What else? How about speaking their languages and honoring their traditions—and still become Americans. Everyone agrees that learning English, and understanding and abiding by federal and state laws, are important. Nobody is contesting that. But this doesn’t have to mean they should forget their original tongues, value systems, or spiritual practices (whatever they may be, since they are extremely diverse).

These demonstrators are saying they want to be “American” without having to homogenize into an Anglo/racist version of what a so-called American is supposed to be.

When people say assimilate (which is a natural process that nobody has to dictate), they also get the idea this means becoming “Anglo.” Who needs that? This isn’t even better than the cultures most people come from.

Sure if anyone want to be “Anglicized” (by the way, this is a misnomer—most Europeans in this country aren’t even from England) all power to them. But Latinos, Asians, other Europeans, Arabs, Africans, Indians, and more bring with them rich tongues, intelligences, traditions, and flavors. This is America—not the corny “white” people ideal that some people seem to think it is.

The fact is much of what makes “America” has roots in all cultures and traditions.

For example, we take cowboys for granted—some even call them the “American” archetype. Yet it was the Mexican vaqueros who served as model and teachers of the cowboy style and culture.

We say Rock and Roll is the quintessential US export, although it has roots in Africa (which is the main thread running through Jazz, Blues, Soul, and Hip Hop—all-American music if you ask me).

People here go crazy for martial arts (including the mixed-martial arts battles in the Ultimate Fighter), yet its roots are Asian.

And we use American English that includes thousands of words from Jewish/Hebrew, Irish (not Anglo), German, Russian, Asia, African, and other traditions.

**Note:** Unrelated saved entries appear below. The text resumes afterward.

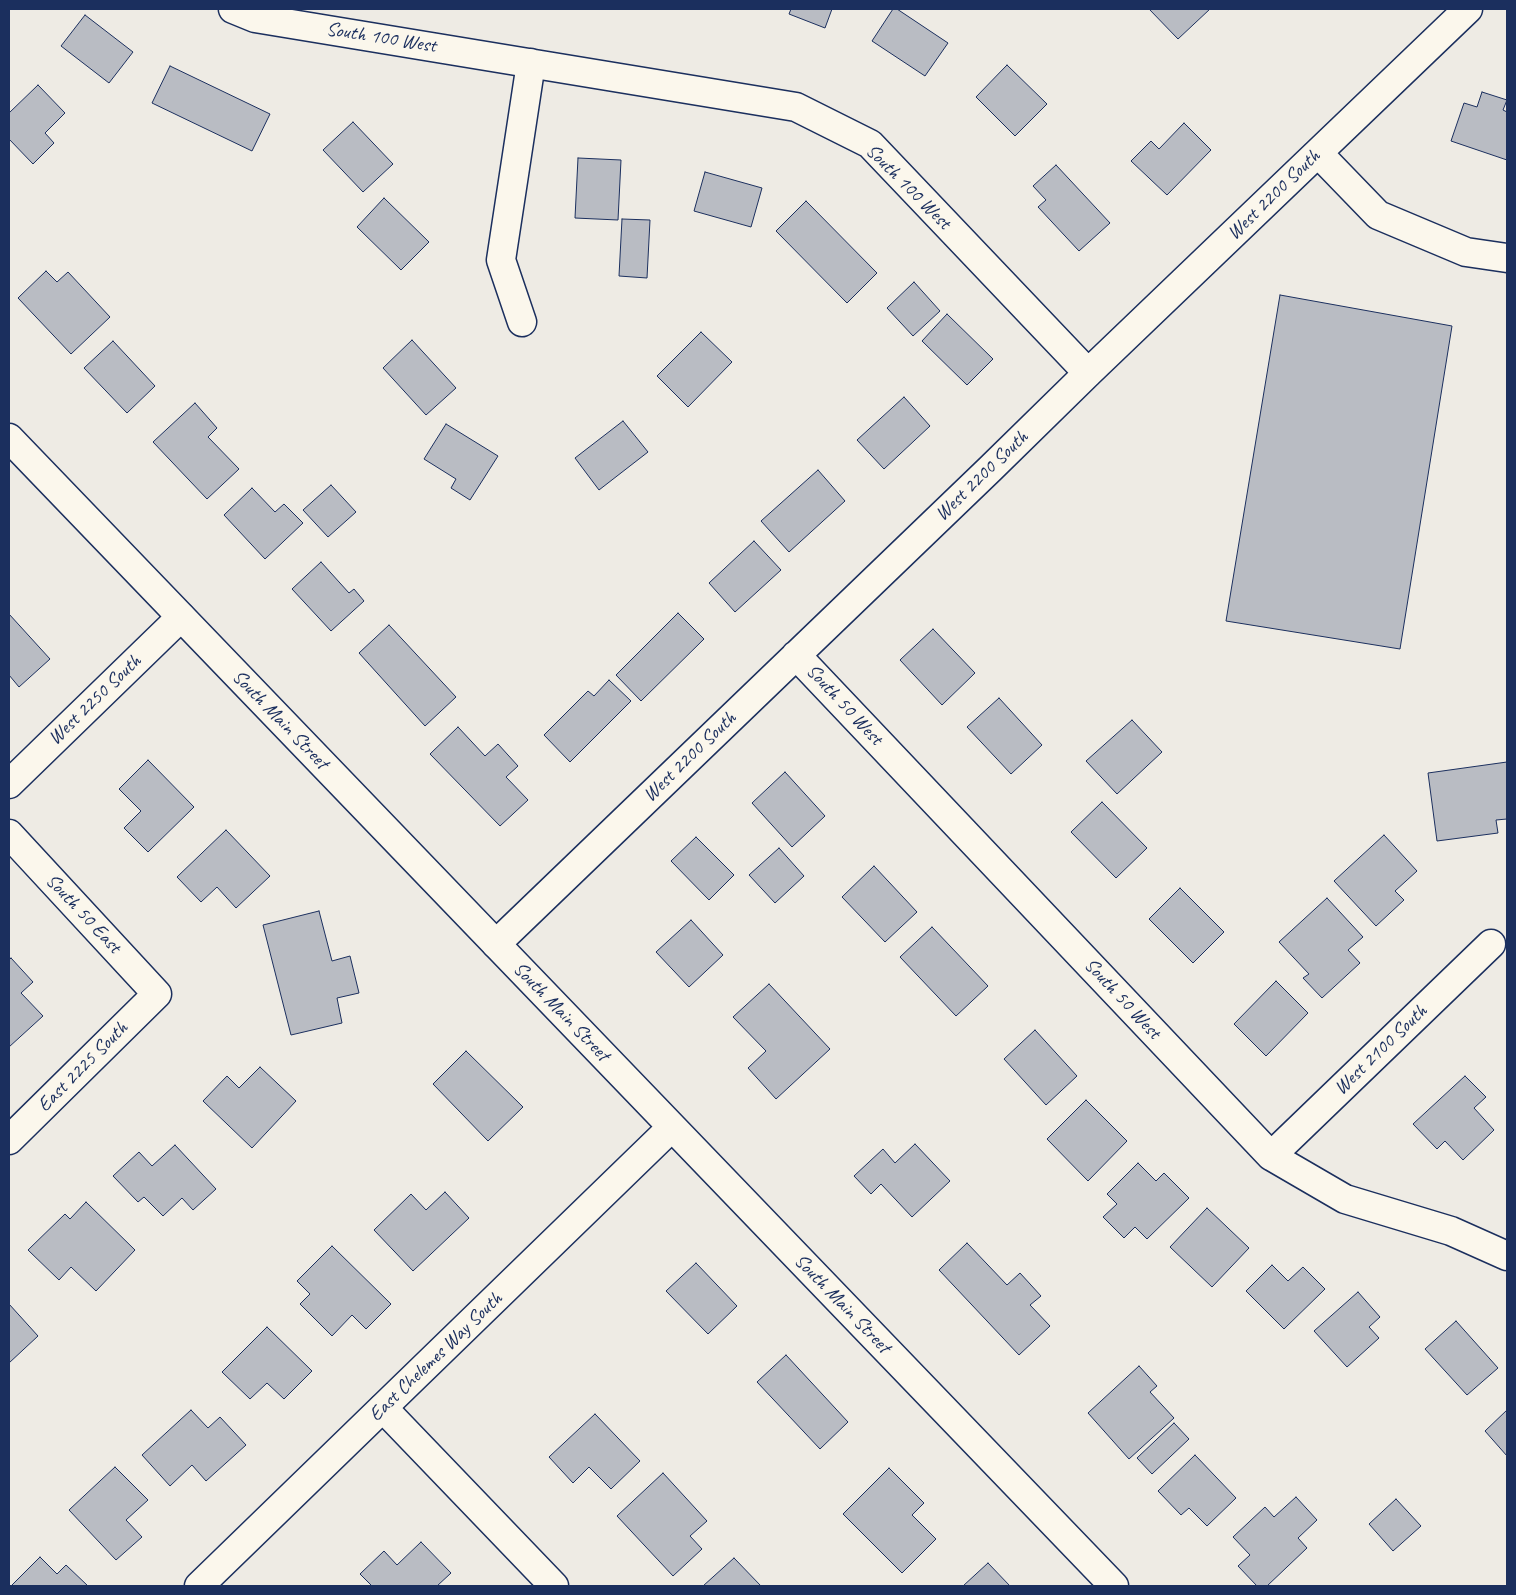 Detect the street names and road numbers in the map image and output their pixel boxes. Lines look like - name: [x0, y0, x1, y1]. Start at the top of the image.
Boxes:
- street label: South 100 West: [324, 17, 438, 59]
- street label: South 100 West: [860, 139, 956, 235]
- street label: West 2200 South: [1223, 145, 1325, 245]
- street label: West 2200 South: [931, 426, 1033, 526]
- street label: West 2250 South: [44, 650, 146, 750]
- street label: South 50 West: [800, 660, 888, 750]
- street label: South Main Street: [227, 665, 333, 775]
- street label: West 2200 South: [639, 707, 741, 807]
- street label: South 50 East: [40, 869, 126, 959]
- street label: South 50 West: [1078, 954, 1166, 1044]
- street label: South Main Street: [508, 957, 614, 1067]
- street label: West 2100 South: [1330, 1000, 1432, 1100]
- street label: East 2225 South: [33, 1017, 133, 1117]
- street label: South Main Street: [789, 1249, 895, 1359]
- street label: East Chelemes Way South: [364, 1287, 508, 1427] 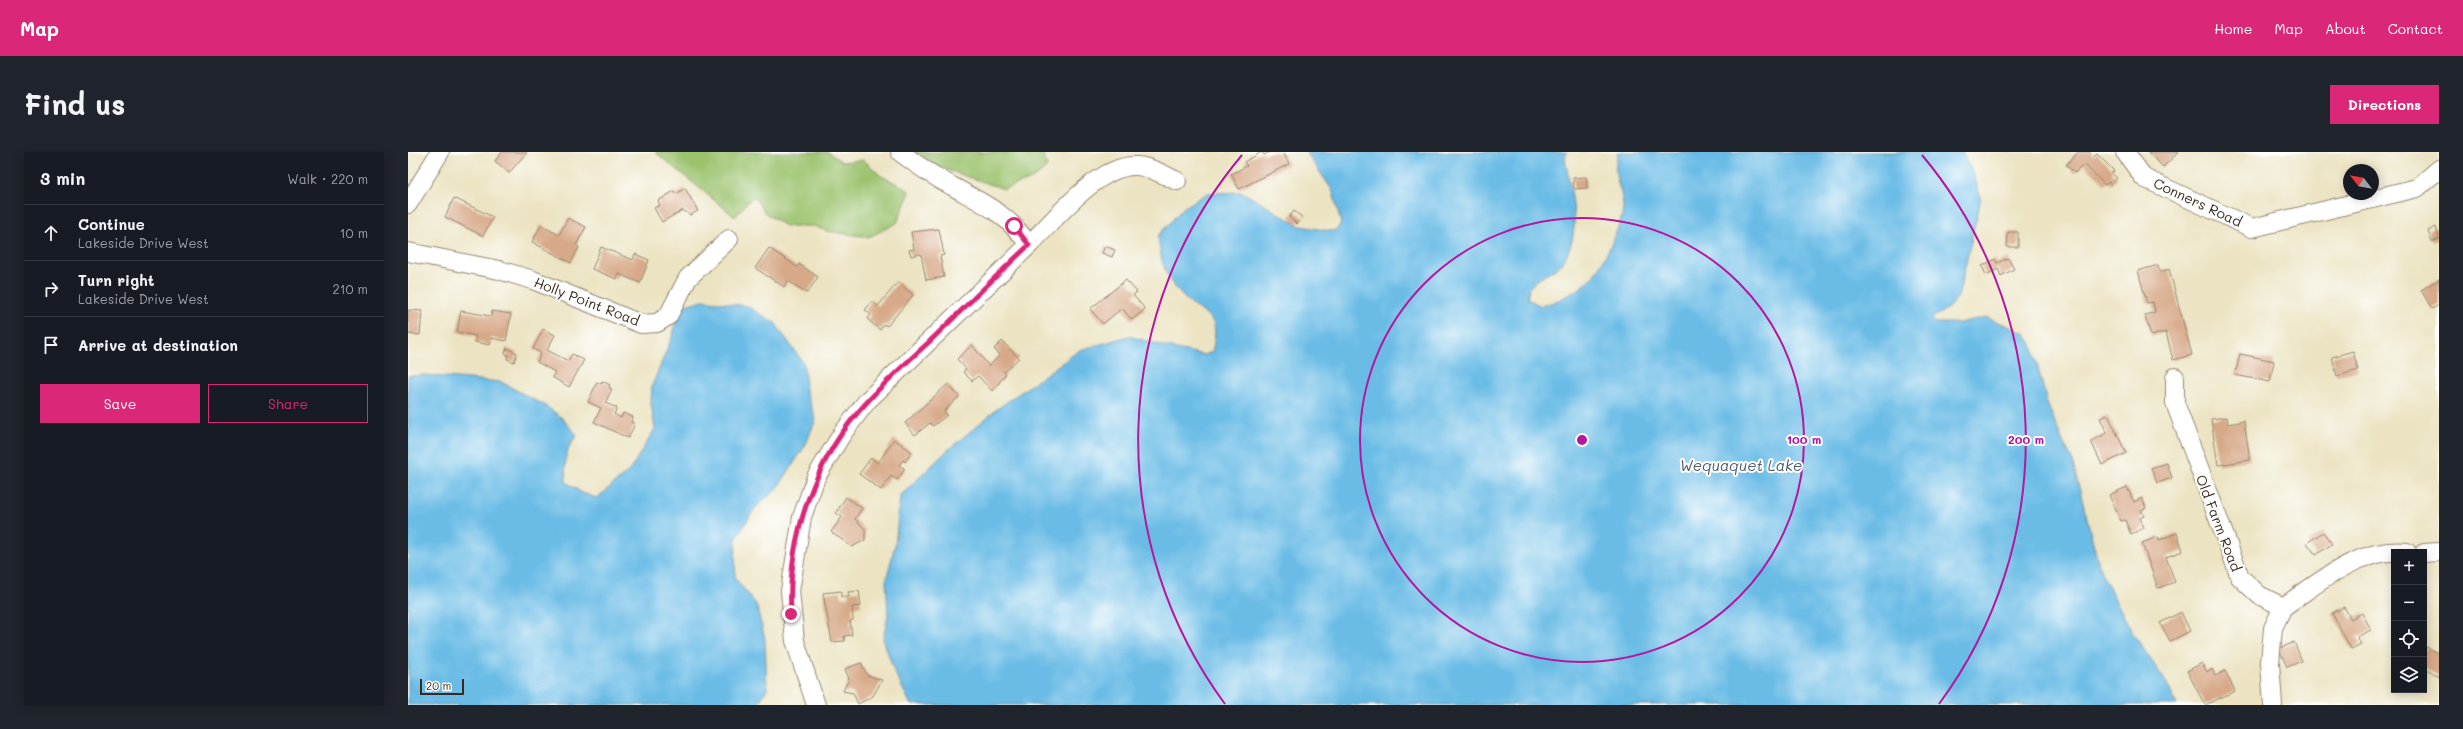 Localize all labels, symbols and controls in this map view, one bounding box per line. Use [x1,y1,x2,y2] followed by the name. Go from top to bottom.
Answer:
[20,16,59,41] text: Map
[2214,19,2252,38] text: Home
[2274,19,2303,38] text: Map
[2325,19,2366,38] text: About
[2388,19,2443,38] text: Contact
[2330,85,2439,124] button: Directions
[24,86,125,122] text: Find us
[2343,164,2379,200] north arrow
[40,167,85,189] text: 3 min
[287,170,368,187] text: Walk · 220 m
[2151,173,2245,231] street label: Conners Road
[78,214,145,234] text: Continue
[1005,217,1023,235] route start
[40,222,62,244] icon: ahead
[340,224,368,241] text: 10 m
[78,234,209,251] text: Lakeside Drive West
[78,270,155,290] text: Turn right
[532,272,643,330] street label: Holly Point Road
[40,278,62,300] icon: right
[332,280,368,297] text: 210 m
[78,290,209,307] text: Lakeside Drive West
[40,334,62,356] icon: arrive
[78,335,238,355] text: Arrive at destination
[40,384,200,423] button: Save
[208,384,368,423] button: Share
[1787,431,1821,447] text: 100 m
[2008,431,2044,447] text: 200 m
[1575,433,1589,447] centre of rings
[1680,455,1802,475] water label: Wequaquet Lake
[2192,472,2246,574] street label: Old Farm Road
[2391,549,2427,693] map controls
[2391,549,2427,585] button: +
[2391,585,2427,621] button: −
[782,605,800,623] route end
[2391,621,2427,657] button: locate
[2391,657,2427,693] button: layers
[420,677,464,696] scale bar
[426,678,451,693] text: 20 m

I even read that there are around 300 words from the Nahuatl language (from the so-called Aztec people of Mexico), including avocado, tomato, jaguar, maize, taco, and chocolate.

Place names like Chicago, Minnesota, Miami, Wisconsin, Utah, Texas—I can go on and on—have origins in our Native peoples. Other names like Los Angeles, Santa Fe, Albuquerque, Colorado, California, Florida, San Francisco (again there are too many to name here) have Spanish origins. Such great American cultures like Cajuns have roots in French, Spanish, Native, and African people.

Most South talk and accents are Scottish-Irish and African. Most of our original laws comes from Native (mostly from the Iroquis Confederacy), Greek, and British sources.

We can’t go by a day without saying or hearing okay, amigo, oy vey, putz, Toyota, geshundeit—all words from outside what’s considered “Anglo.”

From Mexicans/Chicanos, we can say that cholos, lowriders, and burritos are as American as Apple Pie.

As the demonstrators have been saying—We are America.

Yes, we can have a common language, common laws, common interests, and aims. But why do we have to give up our long-standing roots and traditions (they will change naturally anyway, has they have for hundreds of years)?

Already, we have a multi-tiered economy that brings more conflicts and suffering than any cultural differences we may have. Concentrating on changing that would be more important and meaningful than arguing about whether anyone is for hot dogs, enchiladas, or mofongo.